>>>
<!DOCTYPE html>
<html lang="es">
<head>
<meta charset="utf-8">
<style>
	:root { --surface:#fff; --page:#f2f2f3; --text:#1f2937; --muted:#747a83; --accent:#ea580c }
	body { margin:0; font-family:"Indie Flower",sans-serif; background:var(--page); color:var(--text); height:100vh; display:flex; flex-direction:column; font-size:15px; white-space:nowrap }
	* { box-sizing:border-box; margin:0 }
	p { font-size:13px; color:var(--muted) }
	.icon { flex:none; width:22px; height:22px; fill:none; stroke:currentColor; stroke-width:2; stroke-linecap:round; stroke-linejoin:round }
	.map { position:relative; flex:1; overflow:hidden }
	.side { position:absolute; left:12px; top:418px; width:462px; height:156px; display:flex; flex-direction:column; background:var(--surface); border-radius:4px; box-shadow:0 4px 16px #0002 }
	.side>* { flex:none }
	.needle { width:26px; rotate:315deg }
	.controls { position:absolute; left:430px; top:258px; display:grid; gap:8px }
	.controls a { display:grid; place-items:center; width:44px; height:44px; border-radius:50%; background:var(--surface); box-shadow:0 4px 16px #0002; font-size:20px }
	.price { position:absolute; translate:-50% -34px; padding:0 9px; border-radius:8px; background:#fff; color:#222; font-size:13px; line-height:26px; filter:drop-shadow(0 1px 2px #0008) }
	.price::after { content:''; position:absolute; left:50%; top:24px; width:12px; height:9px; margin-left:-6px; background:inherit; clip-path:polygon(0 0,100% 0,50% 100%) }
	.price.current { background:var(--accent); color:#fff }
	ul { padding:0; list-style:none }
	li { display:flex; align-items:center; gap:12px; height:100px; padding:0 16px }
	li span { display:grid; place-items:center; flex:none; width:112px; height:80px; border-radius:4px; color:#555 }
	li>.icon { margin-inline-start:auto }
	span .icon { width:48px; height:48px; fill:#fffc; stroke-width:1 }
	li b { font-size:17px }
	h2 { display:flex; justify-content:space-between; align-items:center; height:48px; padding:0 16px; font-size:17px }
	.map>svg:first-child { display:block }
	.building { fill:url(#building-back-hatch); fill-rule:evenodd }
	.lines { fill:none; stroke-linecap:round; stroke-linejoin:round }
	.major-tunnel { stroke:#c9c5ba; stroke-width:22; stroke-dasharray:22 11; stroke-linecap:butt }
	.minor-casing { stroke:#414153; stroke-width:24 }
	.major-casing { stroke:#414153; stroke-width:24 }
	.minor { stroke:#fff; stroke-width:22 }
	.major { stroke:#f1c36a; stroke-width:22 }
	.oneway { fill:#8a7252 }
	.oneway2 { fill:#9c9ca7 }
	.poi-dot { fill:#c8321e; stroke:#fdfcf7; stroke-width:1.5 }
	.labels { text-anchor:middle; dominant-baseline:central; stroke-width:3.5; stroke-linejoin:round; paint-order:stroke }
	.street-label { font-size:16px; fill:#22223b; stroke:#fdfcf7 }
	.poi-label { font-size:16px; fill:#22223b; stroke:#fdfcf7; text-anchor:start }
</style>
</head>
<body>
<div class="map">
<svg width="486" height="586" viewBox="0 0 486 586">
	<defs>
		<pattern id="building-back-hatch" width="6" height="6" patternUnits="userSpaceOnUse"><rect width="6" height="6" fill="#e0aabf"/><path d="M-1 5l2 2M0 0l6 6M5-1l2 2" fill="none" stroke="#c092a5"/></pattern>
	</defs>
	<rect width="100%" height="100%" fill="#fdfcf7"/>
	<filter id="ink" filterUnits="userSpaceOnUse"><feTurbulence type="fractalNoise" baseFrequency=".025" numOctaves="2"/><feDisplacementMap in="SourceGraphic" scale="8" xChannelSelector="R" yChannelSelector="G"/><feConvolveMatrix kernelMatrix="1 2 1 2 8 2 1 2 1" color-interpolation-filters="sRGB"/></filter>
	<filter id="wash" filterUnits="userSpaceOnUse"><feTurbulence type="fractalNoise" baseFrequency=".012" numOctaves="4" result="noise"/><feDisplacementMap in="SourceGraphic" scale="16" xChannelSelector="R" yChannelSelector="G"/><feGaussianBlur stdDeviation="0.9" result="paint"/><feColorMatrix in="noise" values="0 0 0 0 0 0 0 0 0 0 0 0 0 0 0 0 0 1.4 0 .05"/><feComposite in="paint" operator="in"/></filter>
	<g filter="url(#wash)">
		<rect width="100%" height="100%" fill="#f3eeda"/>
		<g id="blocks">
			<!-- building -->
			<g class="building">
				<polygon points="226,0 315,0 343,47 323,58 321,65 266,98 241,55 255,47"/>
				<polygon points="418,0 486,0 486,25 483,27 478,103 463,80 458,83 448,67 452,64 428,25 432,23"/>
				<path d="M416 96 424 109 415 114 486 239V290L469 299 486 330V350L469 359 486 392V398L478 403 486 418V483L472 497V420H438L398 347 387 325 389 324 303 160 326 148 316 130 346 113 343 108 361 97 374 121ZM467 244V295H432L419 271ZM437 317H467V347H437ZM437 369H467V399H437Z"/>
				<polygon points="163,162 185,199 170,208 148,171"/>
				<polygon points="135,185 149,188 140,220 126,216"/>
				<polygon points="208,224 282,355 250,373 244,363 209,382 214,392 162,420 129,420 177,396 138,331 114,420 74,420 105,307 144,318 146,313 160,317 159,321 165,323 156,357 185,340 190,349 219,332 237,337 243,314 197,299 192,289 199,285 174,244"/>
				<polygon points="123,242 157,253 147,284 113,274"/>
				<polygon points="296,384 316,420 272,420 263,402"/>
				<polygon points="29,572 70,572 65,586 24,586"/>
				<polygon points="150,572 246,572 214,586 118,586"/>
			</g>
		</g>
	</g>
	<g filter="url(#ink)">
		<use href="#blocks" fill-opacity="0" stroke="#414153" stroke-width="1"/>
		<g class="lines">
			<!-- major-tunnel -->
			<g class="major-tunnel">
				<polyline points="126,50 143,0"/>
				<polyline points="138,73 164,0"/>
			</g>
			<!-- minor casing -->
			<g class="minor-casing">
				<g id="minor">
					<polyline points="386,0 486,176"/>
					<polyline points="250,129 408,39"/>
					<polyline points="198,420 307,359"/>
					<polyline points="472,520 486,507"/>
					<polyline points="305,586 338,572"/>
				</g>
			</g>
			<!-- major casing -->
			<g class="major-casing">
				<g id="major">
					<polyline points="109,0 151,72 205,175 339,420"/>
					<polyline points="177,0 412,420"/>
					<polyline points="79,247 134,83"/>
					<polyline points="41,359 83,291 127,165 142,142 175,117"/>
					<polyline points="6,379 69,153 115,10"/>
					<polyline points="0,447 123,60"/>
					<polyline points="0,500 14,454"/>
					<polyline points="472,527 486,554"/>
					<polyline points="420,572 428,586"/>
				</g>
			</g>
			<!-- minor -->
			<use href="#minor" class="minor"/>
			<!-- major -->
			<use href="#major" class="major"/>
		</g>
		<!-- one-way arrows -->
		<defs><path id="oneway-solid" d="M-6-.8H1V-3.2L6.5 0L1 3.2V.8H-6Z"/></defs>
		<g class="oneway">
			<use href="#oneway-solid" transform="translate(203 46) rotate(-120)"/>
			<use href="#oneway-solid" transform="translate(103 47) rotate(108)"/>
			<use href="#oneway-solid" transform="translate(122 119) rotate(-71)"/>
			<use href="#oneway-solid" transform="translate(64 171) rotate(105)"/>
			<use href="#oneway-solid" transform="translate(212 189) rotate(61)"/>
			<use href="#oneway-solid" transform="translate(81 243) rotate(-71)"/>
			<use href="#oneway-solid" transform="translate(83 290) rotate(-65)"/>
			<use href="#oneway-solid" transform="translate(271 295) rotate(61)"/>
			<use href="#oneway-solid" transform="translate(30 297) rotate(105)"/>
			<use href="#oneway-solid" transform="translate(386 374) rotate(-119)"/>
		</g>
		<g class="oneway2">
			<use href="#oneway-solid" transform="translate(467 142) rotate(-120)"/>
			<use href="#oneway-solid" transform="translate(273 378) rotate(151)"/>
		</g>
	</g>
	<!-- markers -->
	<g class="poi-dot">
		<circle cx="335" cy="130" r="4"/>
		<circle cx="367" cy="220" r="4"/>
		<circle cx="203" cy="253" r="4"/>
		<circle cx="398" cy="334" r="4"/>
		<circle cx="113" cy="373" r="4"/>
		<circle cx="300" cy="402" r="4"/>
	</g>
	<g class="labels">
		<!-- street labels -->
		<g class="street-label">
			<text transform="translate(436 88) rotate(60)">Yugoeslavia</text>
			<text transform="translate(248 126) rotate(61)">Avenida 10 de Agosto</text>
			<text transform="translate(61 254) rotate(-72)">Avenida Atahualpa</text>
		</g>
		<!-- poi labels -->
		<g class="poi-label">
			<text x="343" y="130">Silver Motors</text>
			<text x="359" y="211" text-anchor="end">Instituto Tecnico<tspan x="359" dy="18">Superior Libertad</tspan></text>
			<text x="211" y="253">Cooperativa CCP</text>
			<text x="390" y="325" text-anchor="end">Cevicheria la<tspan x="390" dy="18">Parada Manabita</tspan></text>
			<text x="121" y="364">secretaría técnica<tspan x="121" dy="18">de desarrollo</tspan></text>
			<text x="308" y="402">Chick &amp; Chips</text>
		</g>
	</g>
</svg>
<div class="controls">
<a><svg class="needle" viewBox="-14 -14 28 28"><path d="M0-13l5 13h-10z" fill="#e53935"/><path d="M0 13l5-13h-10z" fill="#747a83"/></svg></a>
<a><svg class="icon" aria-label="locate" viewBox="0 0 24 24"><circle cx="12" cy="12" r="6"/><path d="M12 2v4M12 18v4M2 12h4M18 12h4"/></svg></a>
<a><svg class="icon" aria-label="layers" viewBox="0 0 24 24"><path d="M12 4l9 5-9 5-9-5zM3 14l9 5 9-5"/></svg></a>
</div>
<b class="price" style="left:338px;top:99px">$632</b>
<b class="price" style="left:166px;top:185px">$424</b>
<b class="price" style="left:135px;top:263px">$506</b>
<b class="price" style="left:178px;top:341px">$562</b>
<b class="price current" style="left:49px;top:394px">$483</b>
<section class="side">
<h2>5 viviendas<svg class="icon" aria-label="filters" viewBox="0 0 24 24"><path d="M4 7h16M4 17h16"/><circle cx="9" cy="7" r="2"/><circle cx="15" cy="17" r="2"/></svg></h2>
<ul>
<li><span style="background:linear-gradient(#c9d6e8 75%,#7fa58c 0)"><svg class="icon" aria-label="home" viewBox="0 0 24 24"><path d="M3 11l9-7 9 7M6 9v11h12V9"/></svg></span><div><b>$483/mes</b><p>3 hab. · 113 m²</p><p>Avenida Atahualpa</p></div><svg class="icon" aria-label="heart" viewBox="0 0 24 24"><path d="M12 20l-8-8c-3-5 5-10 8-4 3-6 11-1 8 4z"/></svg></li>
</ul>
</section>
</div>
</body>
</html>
<<<
• Exercise goal
Write out every line of the data that holds the word "building".

• Exercise solution
	.building { fill:url(#building-back-hatch); fill-rule:evenodd }
		<pattern id="building-back-hatch" width="6" height="6" patternUnits="userSpaceOnUse"><rect width="6" height="6" fill="#e0aabf"/><path d="M-1 5l2 2M0 0l6 6M5-1l2 2" fill="none" stroke="#c092a5"/></pattern>
			<!-- building -->
			<g class="building">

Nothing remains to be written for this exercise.